A recent New York Times article — “Trying to Reclaim Leadership on Climate Change” — reports the longstanding indifference toward climate change. In fact, President Obama’s proposal of new rules to cut emissions at power plants makes him one of the few political leaders with a serious agenda on the issue. However, even Mr. Obama’s noble attempt will remain futile if the rest of the world is unwilling to follow suit. With the ineffectiveness at recent protocols, it is worth comparing two protocols to determine how to address the issue going forward and why Mr. Obama is trying to reclaim leadership on the issue.
- When: September 16, 1987
- Where: Montreal, Canada
- Issue: Depletion of the ozone layer and Chlorofluorocarbons (CFCs)
- Successful?: Yes
With the discovery that certain substances, notably CFCs, were rapidly depleting the ozone layer, many nations sought to solve the issue but recognized that this issue transcended every individual border. Since the ozone layer belongs to all nations not simply one, it was the responsibility of all nations to address the pressing issue. Thus, as a multilateral force, they concocted a plan to slow the depletion of the ozone layer so it could recover. As stated, the protocol would phase-out CFCs from commercial production, particularly in the aerosol industry. And it has worked!

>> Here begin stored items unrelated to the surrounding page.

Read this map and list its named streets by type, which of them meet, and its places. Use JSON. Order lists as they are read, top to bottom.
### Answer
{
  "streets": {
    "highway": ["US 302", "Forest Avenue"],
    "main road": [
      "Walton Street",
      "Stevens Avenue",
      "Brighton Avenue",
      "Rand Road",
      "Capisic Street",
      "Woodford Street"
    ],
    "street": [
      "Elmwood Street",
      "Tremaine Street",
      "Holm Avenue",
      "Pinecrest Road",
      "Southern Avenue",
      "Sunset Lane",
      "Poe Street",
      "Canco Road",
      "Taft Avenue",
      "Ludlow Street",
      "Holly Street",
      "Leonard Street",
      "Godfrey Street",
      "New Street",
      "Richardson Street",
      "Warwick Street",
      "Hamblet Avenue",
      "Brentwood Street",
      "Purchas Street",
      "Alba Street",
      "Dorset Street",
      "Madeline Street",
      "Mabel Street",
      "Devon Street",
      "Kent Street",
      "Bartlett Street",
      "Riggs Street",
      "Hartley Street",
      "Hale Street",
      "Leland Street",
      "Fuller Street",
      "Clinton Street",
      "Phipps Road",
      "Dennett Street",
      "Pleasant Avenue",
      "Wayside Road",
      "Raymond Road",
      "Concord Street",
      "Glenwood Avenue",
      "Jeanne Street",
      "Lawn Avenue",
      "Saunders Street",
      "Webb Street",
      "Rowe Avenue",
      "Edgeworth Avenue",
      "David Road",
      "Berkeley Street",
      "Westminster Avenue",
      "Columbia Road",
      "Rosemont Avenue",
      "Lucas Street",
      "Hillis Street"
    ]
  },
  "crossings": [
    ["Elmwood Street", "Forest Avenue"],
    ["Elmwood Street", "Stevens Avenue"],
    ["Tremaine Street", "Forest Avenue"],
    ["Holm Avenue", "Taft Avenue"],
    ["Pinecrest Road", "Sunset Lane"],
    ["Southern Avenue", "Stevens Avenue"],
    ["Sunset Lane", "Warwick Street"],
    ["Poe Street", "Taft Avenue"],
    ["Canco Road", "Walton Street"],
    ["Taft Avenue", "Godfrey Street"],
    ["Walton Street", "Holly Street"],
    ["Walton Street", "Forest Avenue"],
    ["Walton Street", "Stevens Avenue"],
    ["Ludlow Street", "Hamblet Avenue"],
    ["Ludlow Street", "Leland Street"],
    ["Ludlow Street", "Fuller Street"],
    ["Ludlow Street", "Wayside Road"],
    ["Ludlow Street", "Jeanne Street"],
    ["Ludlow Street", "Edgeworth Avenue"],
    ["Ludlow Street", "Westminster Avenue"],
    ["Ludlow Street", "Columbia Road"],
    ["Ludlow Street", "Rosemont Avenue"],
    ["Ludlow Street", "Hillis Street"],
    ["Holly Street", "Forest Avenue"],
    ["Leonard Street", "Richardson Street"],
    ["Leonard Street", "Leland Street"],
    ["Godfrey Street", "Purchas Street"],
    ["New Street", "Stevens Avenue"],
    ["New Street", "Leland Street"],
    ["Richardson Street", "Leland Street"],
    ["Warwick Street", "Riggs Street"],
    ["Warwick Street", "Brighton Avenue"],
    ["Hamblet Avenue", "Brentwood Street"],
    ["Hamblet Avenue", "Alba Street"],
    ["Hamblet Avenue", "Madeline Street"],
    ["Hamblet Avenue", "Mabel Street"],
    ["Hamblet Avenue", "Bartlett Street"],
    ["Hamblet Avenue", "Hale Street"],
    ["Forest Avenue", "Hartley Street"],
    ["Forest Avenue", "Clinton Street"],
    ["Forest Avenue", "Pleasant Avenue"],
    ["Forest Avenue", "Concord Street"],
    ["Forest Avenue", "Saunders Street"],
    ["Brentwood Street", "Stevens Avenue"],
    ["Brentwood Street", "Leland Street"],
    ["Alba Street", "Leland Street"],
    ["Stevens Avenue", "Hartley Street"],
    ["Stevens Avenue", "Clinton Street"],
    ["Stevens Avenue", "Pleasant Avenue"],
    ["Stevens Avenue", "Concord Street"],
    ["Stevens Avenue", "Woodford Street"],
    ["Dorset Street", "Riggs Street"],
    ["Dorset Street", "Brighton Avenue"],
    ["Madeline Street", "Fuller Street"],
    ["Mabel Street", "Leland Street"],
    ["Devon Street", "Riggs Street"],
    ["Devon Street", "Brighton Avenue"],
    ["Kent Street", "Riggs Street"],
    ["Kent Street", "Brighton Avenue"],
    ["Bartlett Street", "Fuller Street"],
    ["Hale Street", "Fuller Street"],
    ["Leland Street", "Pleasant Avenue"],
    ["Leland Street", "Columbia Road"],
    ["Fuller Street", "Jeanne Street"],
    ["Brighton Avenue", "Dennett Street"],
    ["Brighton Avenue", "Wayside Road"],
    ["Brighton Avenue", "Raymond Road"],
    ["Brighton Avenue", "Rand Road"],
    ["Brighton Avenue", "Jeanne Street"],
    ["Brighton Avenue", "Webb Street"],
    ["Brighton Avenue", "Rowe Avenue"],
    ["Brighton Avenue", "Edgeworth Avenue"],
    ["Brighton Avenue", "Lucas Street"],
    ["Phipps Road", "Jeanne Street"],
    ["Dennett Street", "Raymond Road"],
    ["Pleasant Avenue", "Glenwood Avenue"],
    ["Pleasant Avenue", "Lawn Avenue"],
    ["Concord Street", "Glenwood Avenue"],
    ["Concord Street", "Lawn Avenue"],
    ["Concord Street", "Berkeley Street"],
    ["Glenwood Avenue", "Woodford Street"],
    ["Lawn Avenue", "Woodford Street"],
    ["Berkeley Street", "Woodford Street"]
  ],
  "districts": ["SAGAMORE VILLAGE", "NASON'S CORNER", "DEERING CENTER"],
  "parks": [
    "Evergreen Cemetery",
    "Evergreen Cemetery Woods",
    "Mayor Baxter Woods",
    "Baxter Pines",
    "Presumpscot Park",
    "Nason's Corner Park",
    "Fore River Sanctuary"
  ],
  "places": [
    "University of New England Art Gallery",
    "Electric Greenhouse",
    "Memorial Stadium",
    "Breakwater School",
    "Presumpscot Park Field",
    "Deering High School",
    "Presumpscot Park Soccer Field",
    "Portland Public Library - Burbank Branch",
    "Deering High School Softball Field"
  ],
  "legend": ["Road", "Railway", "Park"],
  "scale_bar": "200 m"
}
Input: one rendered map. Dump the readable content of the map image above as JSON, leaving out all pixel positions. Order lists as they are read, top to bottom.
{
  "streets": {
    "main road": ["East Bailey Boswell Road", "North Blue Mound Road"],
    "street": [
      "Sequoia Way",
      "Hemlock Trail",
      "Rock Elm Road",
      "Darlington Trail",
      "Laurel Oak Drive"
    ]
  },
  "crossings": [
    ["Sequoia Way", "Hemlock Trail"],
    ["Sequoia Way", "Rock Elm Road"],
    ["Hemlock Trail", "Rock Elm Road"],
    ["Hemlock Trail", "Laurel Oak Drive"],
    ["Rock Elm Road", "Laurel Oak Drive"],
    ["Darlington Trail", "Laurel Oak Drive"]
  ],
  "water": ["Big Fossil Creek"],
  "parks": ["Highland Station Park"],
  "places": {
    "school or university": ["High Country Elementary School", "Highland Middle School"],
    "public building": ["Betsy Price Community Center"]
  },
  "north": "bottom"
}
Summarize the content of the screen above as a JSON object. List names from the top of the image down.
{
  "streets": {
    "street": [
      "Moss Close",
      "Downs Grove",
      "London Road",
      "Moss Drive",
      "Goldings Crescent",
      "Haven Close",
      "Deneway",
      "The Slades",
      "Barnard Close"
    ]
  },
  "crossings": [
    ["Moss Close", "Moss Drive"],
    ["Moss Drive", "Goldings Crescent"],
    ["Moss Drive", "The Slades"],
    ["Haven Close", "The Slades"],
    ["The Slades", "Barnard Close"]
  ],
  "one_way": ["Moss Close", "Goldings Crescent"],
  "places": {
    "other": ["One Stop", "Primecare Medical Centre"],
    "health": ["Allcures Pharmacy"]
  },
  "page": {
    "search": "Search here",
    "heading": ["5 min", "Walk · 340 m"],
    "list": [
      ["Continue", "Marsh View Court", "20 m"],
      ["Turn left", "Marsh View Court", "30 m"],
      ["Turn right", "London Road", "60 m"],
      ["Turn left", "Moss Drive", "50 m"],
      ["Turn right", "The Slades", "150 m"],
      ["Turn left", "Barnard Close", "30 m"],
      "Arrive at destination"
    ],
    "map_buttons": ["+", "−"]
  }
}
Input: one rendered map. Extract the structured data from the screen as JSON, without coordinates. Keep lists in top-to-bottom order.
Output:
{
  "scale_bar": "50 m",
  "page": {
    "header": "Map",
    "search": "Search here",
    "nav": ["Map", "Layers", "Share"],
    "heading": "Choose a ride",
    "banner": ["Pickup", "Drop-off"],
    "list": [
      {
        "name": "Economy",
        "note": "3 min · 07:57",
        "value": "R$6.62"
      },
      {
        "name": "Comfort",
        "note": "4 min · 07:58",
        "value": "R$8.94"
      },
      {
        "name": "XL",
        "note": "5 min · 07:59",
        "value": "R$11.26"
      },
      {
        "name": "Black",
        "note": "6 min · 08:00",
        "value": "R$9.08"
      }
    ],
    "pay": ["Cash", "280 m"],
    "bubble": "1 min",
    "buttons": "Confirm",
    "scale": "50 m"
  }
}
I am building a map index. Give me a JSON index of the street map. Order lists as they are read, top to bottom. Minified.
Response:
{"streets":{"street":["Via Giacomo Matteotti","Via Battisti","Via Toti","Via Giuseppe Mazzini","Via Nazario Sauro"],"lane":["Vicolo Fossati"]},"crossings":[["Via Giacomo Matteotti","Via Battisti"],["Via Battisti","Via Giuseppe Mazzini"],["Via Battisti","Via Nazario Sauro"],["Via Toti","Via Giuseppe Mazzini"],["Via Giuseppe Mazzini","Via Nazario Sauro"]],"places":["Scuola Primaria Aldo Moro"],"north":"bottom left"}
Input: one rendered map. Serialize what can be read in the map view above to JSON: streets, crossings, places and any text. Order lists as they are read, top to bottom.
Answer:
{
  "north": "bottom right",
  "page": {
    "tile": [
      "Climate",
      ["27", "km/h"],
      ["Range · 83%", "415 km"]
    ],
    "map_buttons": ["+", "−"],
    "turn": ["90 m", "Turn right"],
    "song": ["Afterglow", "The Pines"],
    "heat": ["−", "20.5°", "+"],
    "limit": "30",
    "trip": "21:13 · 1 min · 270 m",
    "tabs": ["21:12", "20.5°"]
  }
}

Considered a major multilateral success, the Montreal Protocol is persistently touted as the prime example of how well nations can work together on global environmental issues. But why was it successful? The Montreal Protocol had the perfect combination of factors: hegemons (U.S. and U.K.) taking the lead, a short timeframe before the ozone was projected to dissolve, a great mutuality of interests among the attending parties, and concentrated benefits with distributed costs. Due to all of these factors, 197 parties have already ratified the protocol, making it the poster child for a successful multilateral operation on environmental regulation.
- When: December 11, 1997
- Where: Kyoto, Japan
- Issue: Anthropogenic greenhouse gas (GHG) emissions
- Successful?: No
Attempting to ride the success of Montreal, nations reconvened to address another environmental matter: anthropogenic GHG emissions causing climate change. However, this time the result was not so successful, for a few reasons. First of all, the major hegemons were hesitant to take the lead, as limiting carbon emissions could severely harm industries and make energy prices very expensive. Second, since there was no general consensus as to when climate change would occur, who or what caused it, and how drastic the effects were going to be, many parties shied from ratifying a protocol that could potentially not offer any ecological benefit. Third, a carbon cap would hinder developing economies that were just now going through their own industrial revolutions more so than nations with already developed economies, resulting in a discordance of interests. Finally, because every nation would be sacrificing economic growth for uncertain environmental security, each nation would bear concentrated costs with diffused benefits. Nevertheless, 55 nations ratified the protocol, committing to reduce carbon emissions 5 percent by 2010 and 10 percent by 2020. However, CBC news confirmed the failure of Kyoto, citing a 58 percent increase in emissions within the past decade.
U.S. Policy Going Forward
Clearly, Montreal was much more successful than Kyoto for a variety of reasons. With the success in Montreal and other protocols attempting to address the issues raised by Kyoto, Obama proposed domestic rules to limit carbon emission in the United States. Whether or not his policy will curb climate change is up for debate. However, Obama recognizes that if another multilateral environmental success is to occur in the future, the United States must take the lead to ensure that others. Additionally, the U.S. must offer incentives for other nations to also commit to the same goals. Without the support of other nations, Obama’s proposal will result in substantial economic costs with minimal ecological benefits.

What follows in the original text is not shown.